## TASK DESCRIPTION
Every line of the entries below that mentions "image" is to be copied out.

───── RECORDED DATA ─────

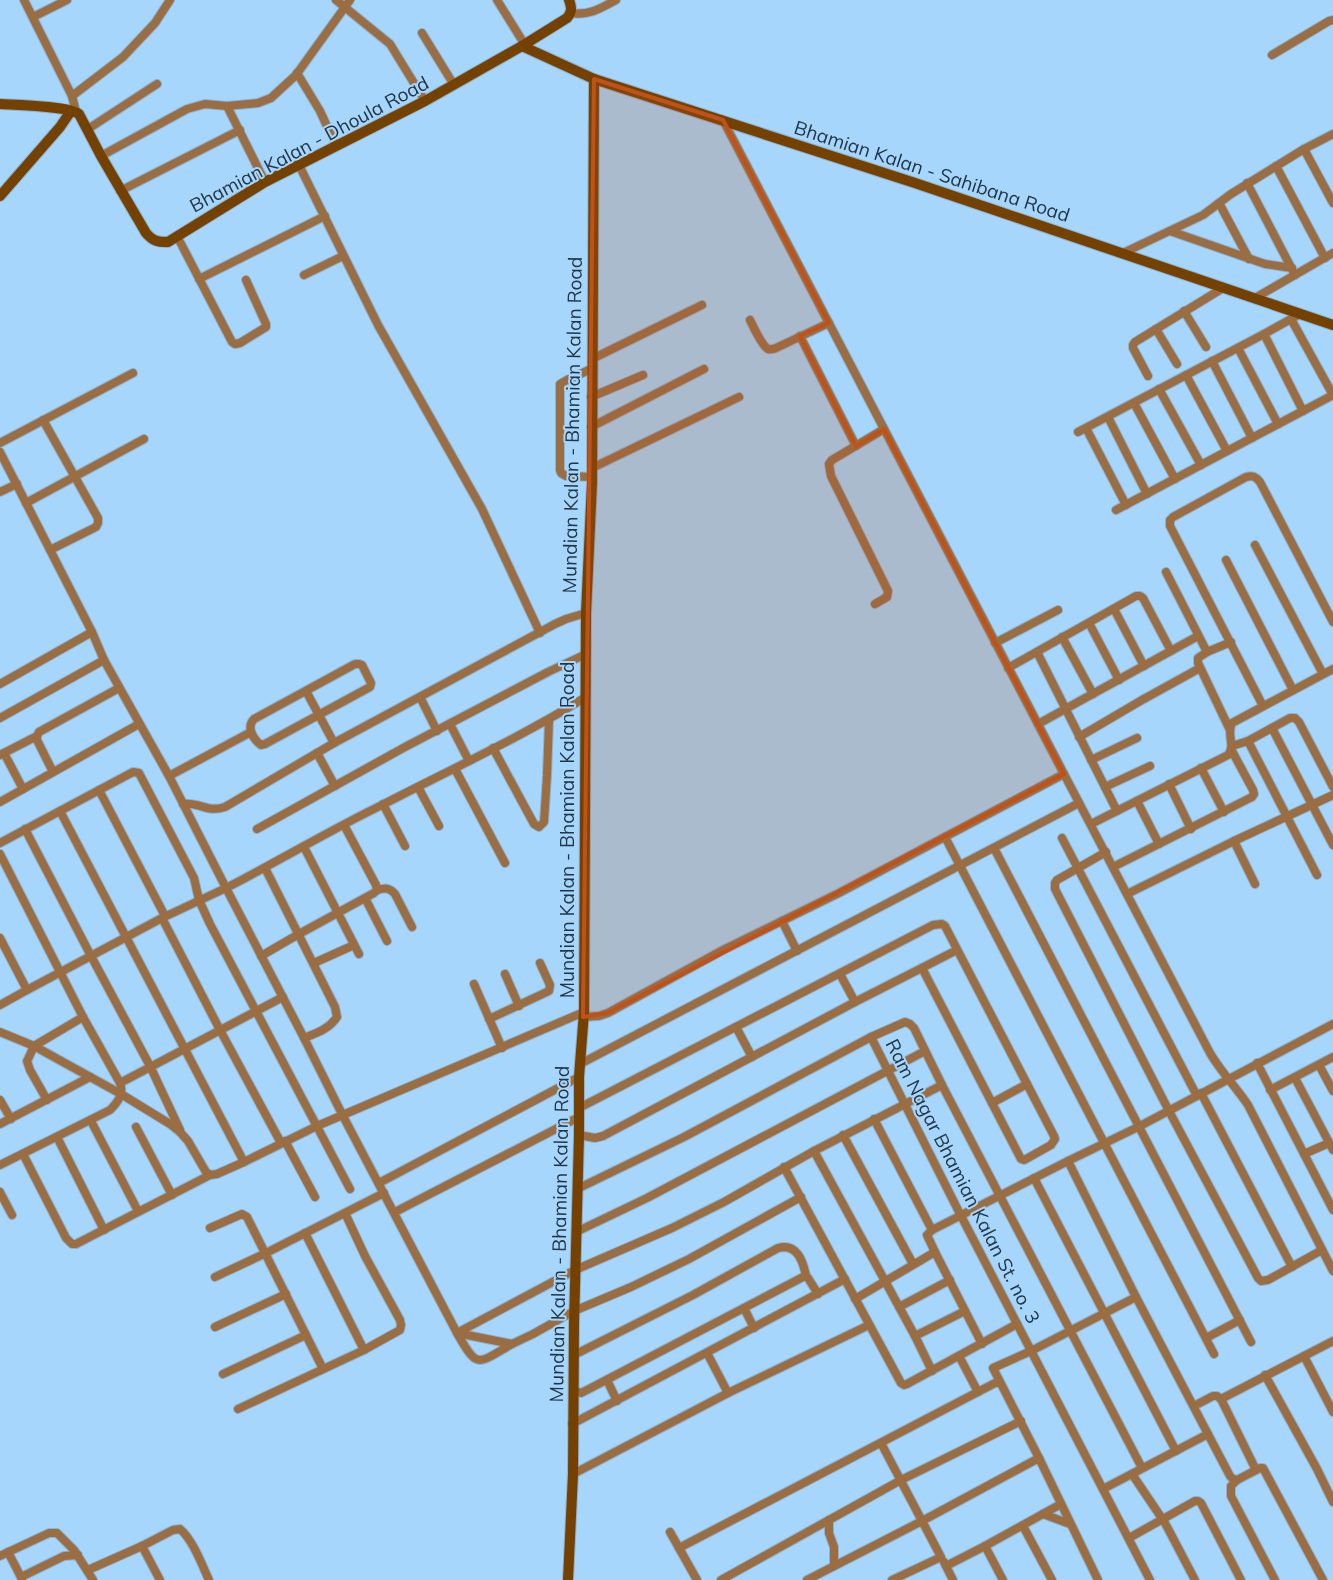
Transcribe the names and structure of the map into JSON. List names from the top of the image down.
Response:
{
  "streets": {
    "street": [
      "Bhamian Kalan - Dhoula Road",
      "Bhamian Kalan - Sahibana Road",
      "Mundian Kalan - Bhamian Kalan Road",
      "Ram Nagar Bhamian Kalan St. no. 3"
    ]
  },
  "crossings": [
    ["Bhamian Kalan - Dhoula Road", "Bhamian Kalan - Sahibana Road"],
    ["Bhamian Kalan - Sahibana Road", "Mundian Kalan - Bhamian Kalan Road"],
    ["Mundian Kalan - Bhamian Kalan Road", "Ram Nagar Bhamian Kalan St. no. 3"]
  ]
}
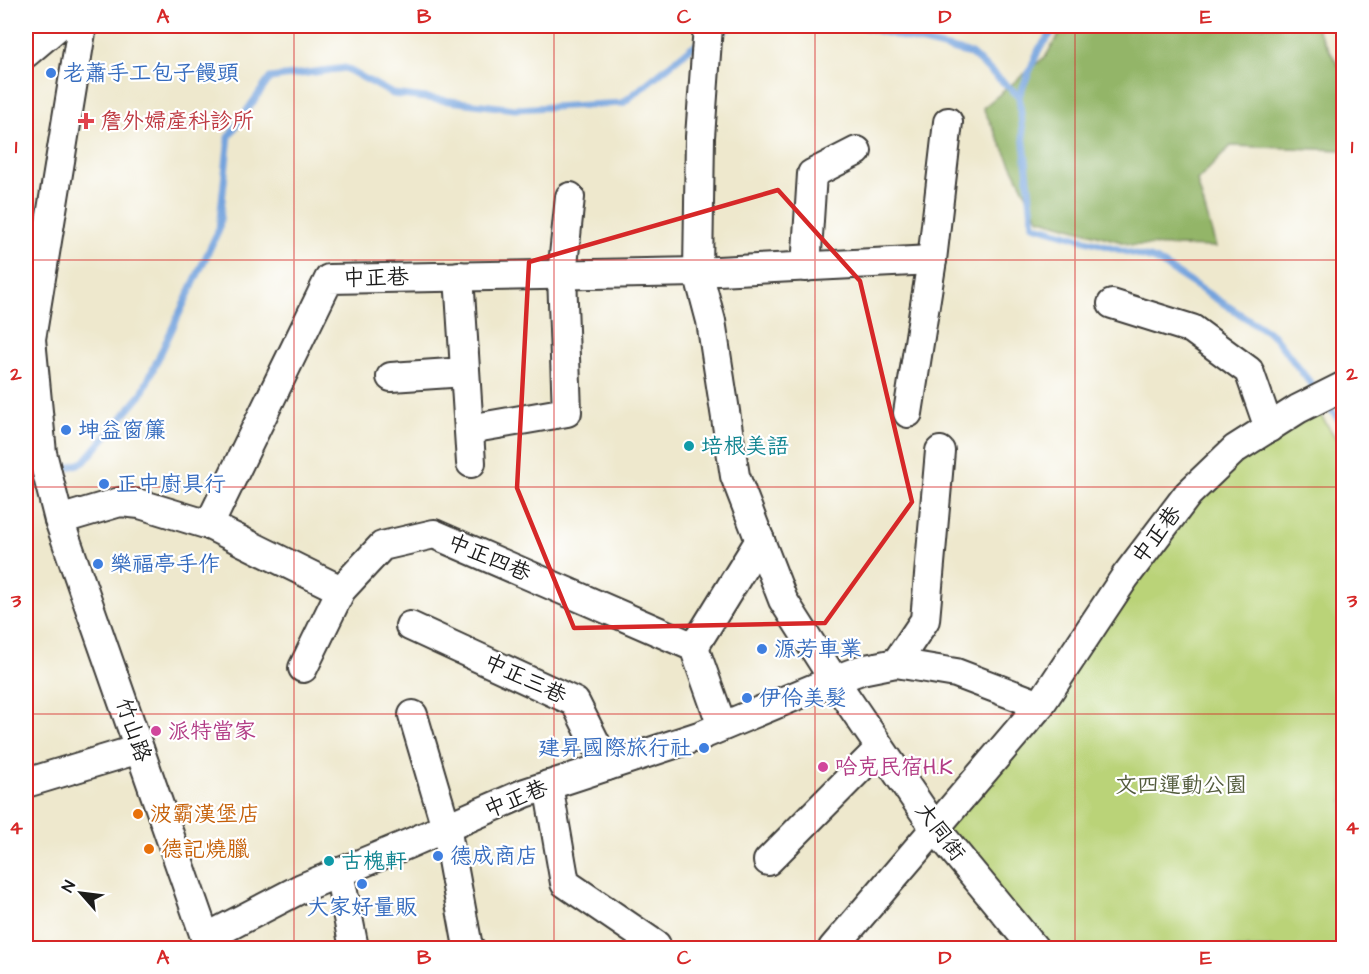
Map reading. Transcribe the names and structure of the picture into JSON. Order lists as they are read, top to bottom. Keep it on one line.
{"streets":{"street":["中正巷","中正四巷","中正三巷","竹山路","大同街"]},"crossings":[["中正巷","中正三巷"],["中正巷","竹山路"],["中正巷","大同街"]],"parks":["文四運動公園"],"places":{"other":["老蕭手工包子饅頭","坤益窗簾","培根美語","正中廚具行","樂福亭手作","源芳車業","伊伶美髮","派特當家","建昇國際旅行社","哈克民宿H.K","波霸漢堡店","德記燒臘","德成商店","古槐軒","大家好量販"],"health":["詹外婦產科診所"]},"north":"top left","grid":{"columns":["A","B","C","D","E"],"rows":["1","2","3","4"]}}
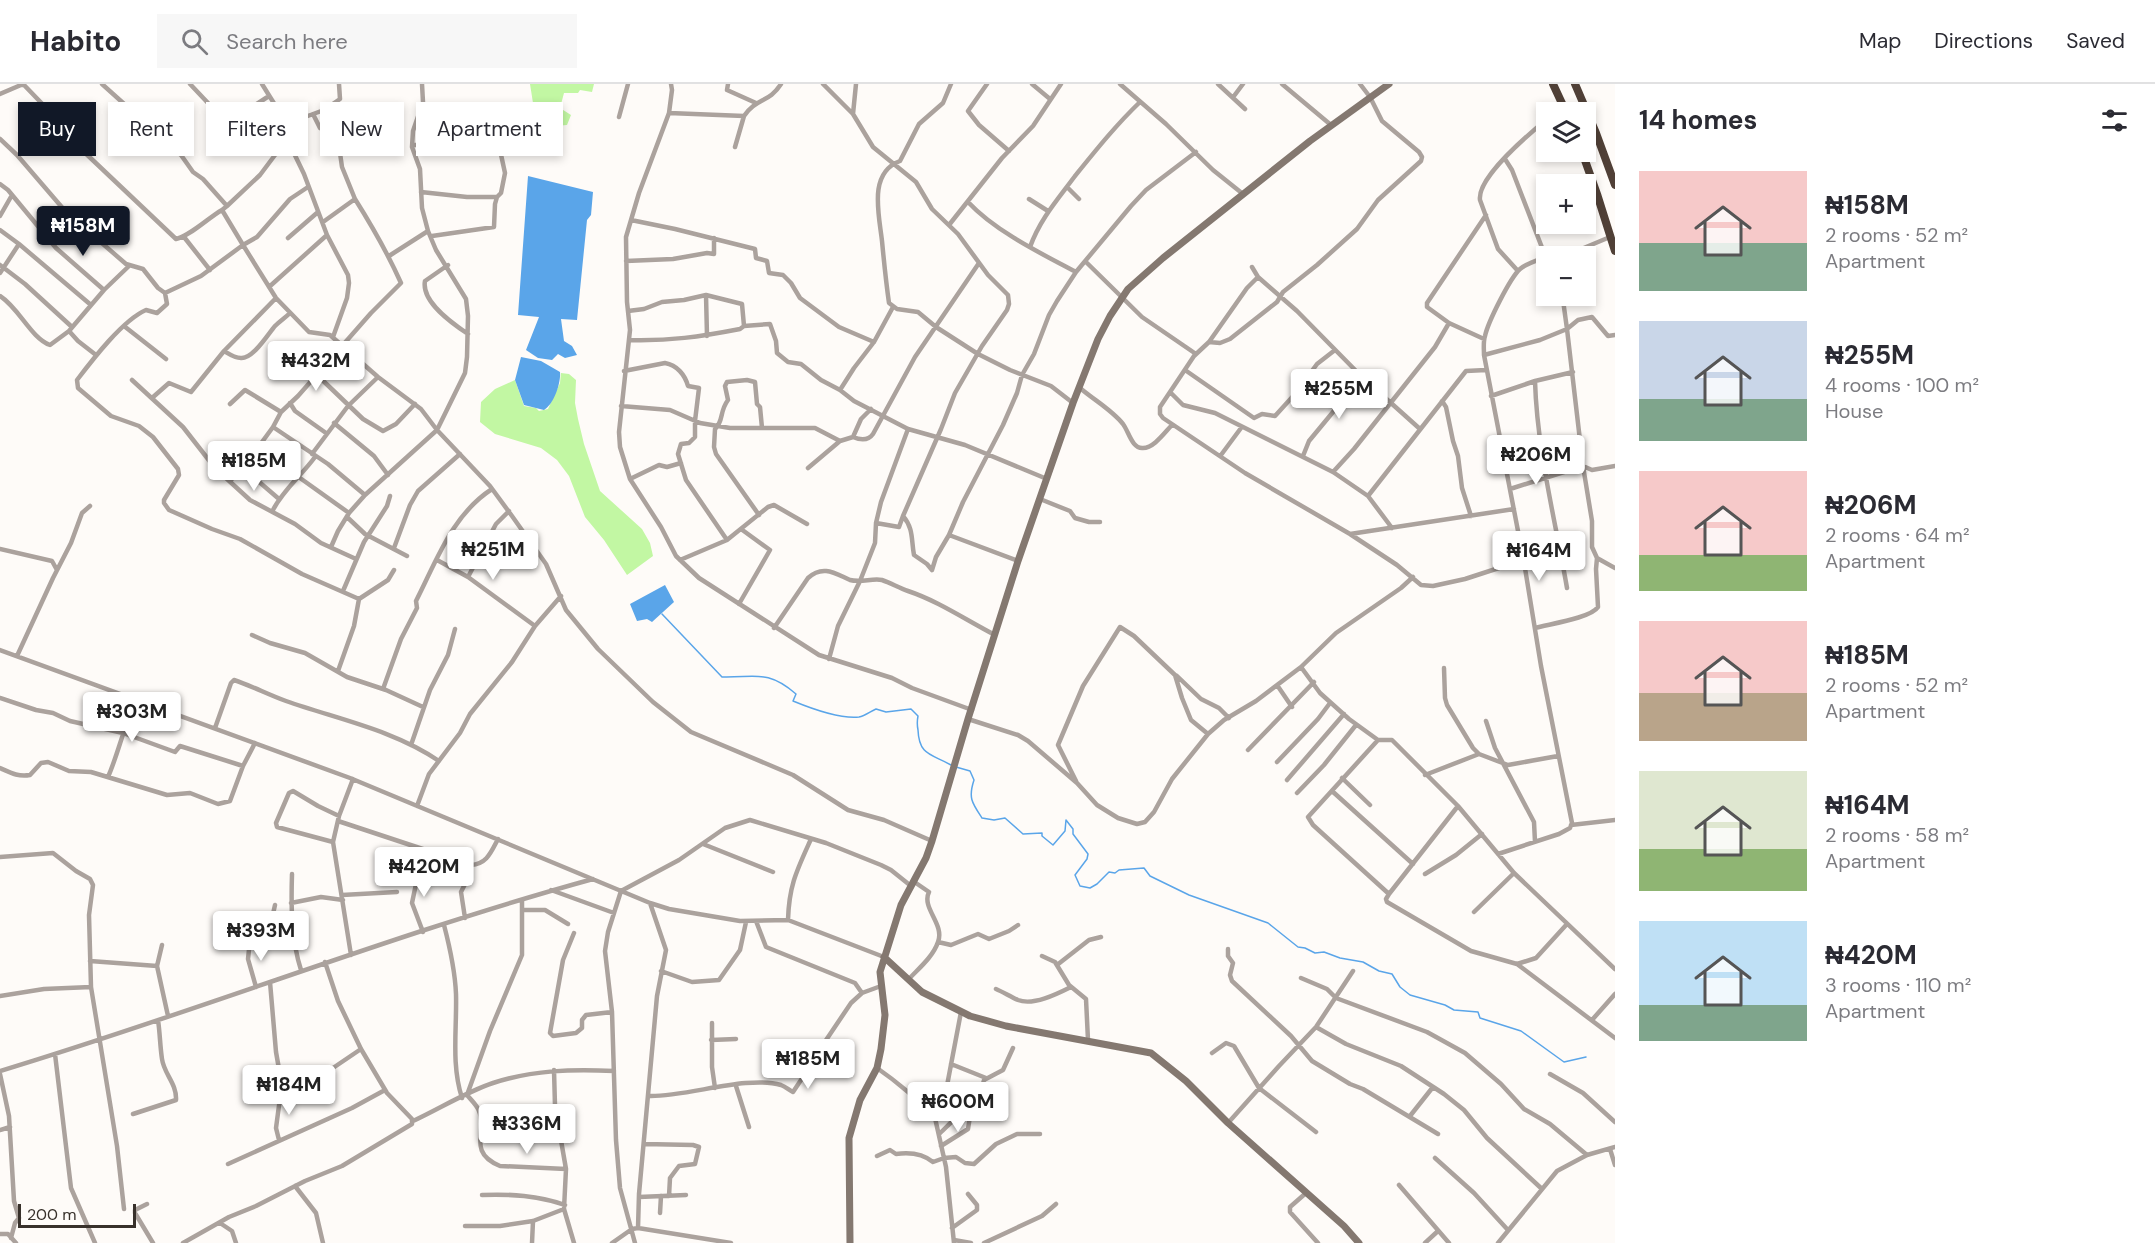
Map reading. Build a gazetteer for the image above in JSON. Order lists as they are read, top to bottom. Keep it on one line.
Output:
{"scale_bar":"200 m","page":{"header":"Habito","search":"Search here","nav":["Map","Directions","Saved"],"heading":"14 homes","map_buttons":["+","−"],"chip":["Buy","Rent","Filters","New","Apartment"],"list":[{"name":"₦158M","note":"2 rooms · 52 m² · Apartment"},{"name":"₦255M","note":"4 rooms · 100 m² · House"},{"name":"₦206M","note":"2 rooms · 64 m² · Apartment"},{"name":"₦185M","note":"2 rooms · 52 m² · Apartment"},{"name":"₦164M","note":"2 rooms · 58 m² · Apartment"},{"name":"₦420M","note":"3 rooms · 110 m² · Apartment"}],"price":["₦158M","₦432M","₦255M","₦206M","₦185M","₦251M","₦164M","₦303M","₦420M","₦393M","₦185M","₦184M","₦600M","₦336M"],"scale":"200 m"}}
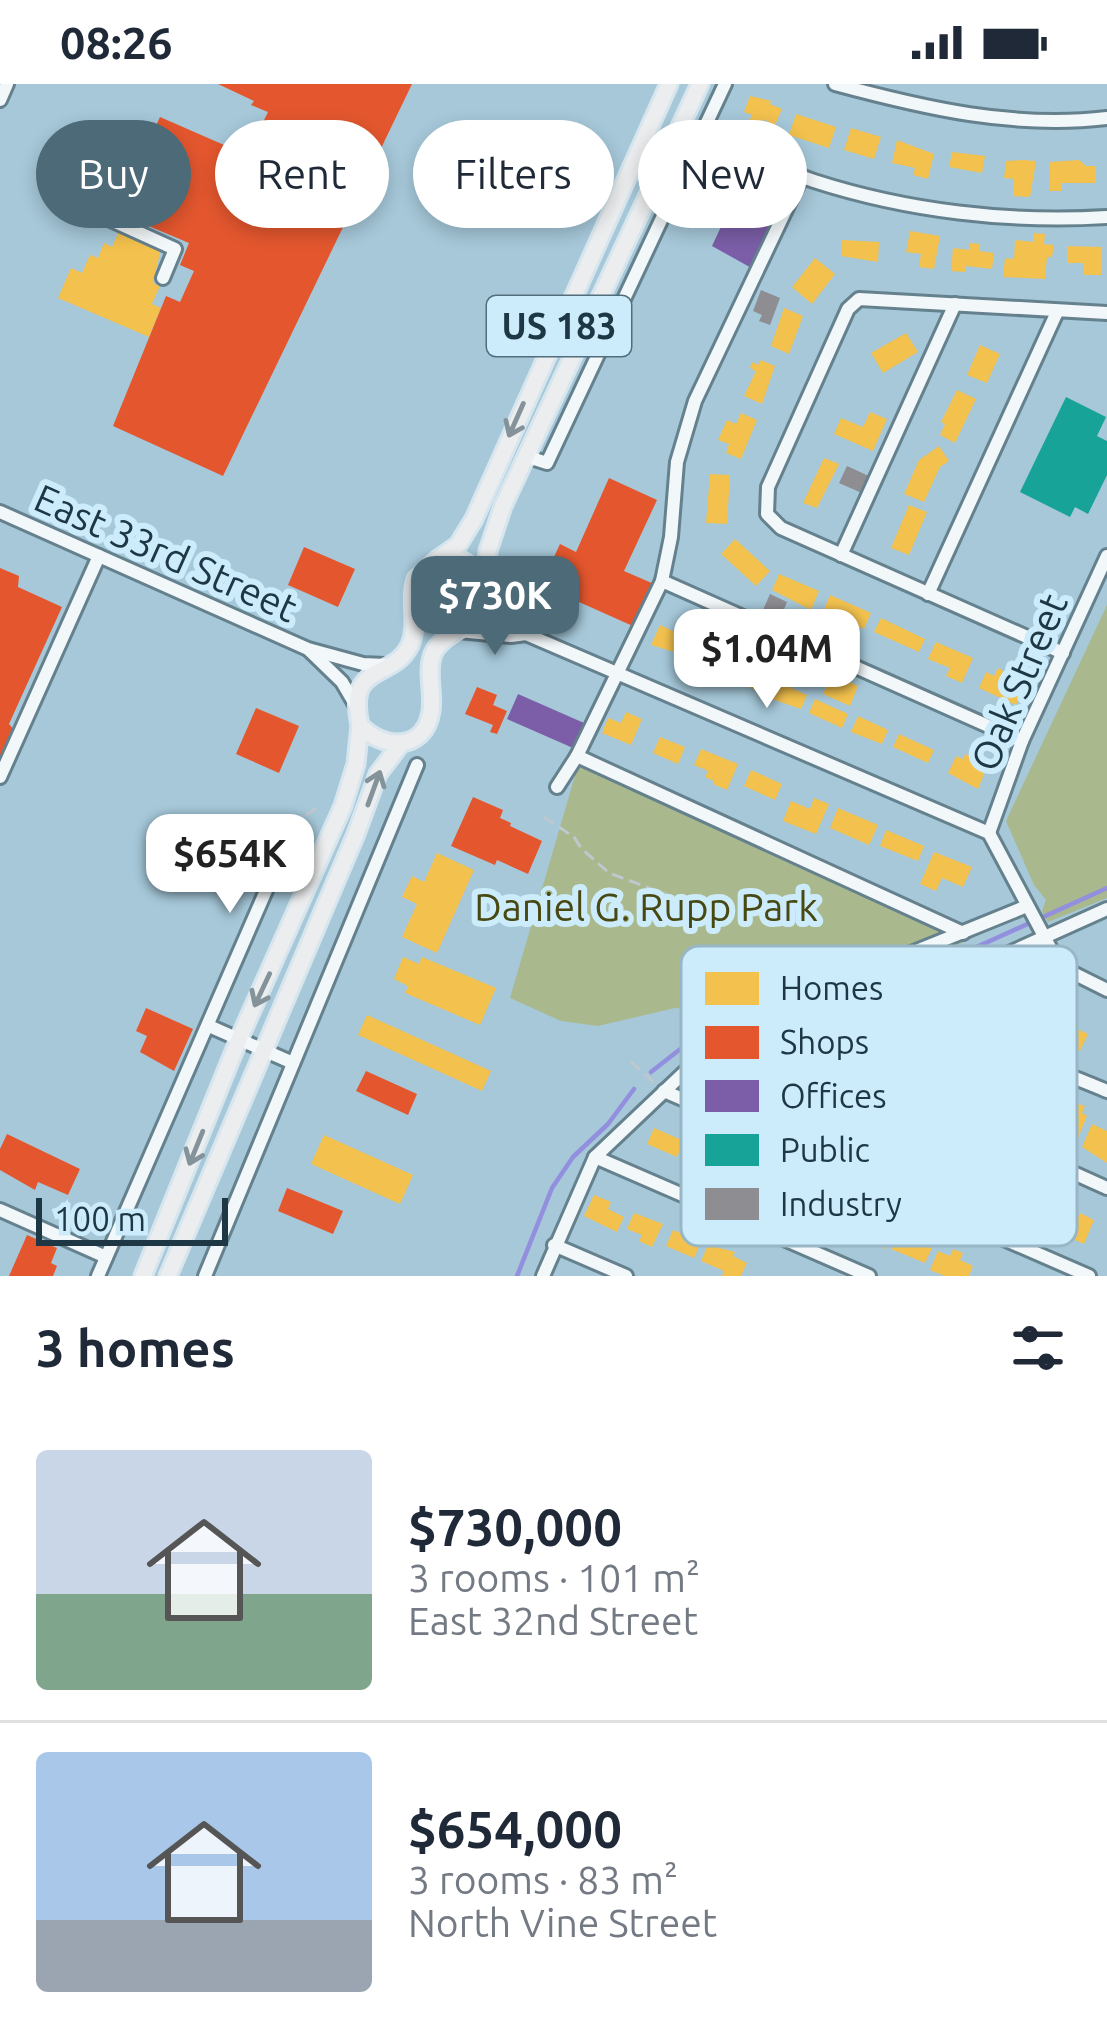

─────

## PROBLEM SOLUTION
Transcribe the names and structure of the map into JSON. List names from the top of the image down.
Map reading. Build a gazetteer for the image above in JSON. Order lists as they are read, top to bottom. Keep it on one line.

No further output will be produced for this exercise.